◆ **RAW DATA**:
──────────────────────────────

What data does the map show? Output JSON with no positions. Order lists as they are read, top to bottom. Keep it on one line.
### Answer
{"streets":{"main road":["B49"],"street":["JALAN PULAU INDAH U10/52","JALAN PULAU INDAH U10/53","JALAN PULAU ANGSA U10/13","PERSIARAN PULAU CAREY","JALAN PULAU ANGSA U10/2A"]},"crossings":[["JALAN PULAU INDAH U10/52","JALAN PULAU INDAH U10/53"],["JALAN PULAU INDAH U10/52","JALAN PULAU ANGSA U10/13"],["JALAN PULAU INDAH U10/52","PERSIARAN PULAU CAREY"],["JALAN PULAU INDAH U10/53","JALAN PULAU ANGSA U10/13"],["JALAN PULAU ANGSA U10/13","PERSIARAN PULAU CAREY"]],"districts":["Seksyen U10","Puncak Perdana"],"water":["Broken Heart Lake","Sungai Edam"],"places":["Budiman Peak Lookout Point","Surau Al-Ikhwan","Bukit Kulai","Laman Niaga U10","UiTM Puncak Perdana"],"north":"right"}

──────────────────────────────

◆ **WHAT NEEDS TO BE DONE**: Output the listing above exactly as it appears.

◆ **RESULT OF THIS EXERCISE**:
What data does the map show? Output JSON with no positions. Order lists as they are read, top to bottom. Keep it on one line.
### Answer
{"streets":{"main road":["B49"],"street":["JALAN PULAU INDAH U10/52","JALAN PULAU INDAH U10/53","JALAN PULAU ANGSA U10/13","PERSIARAN PULAU CAREY","JALAN PULAU ANGSA U10/2A"]},"crossings":[["JALAN PULAU INDAH U10/52","JALAN PULAU INDAH U10/53"],["JALAN PULAU INDAH U10/52","JALAN PULAU ANGSA U10/13"],["JALAN PULAU INDAH U10/52","PERSIARAN PULAU CAREY"],["JALAN PULAU INDAH U10/53","JALAN PULAU ANGSA U10/13"],["JALAN PULAU ANGSA U10/13","PERSIARAN PULAU CAREY"]],"districts":["Seksyen U10","Puncak Perdana"],"water":["Broken Heart Lake","Sungai Edam"],"places":["Budiman Peak Lookout Point","Surau Al-Ikhwan","Bukit Kulai","Laman Niaga U10","UiTM Puncak Perdana"],"north":"right"}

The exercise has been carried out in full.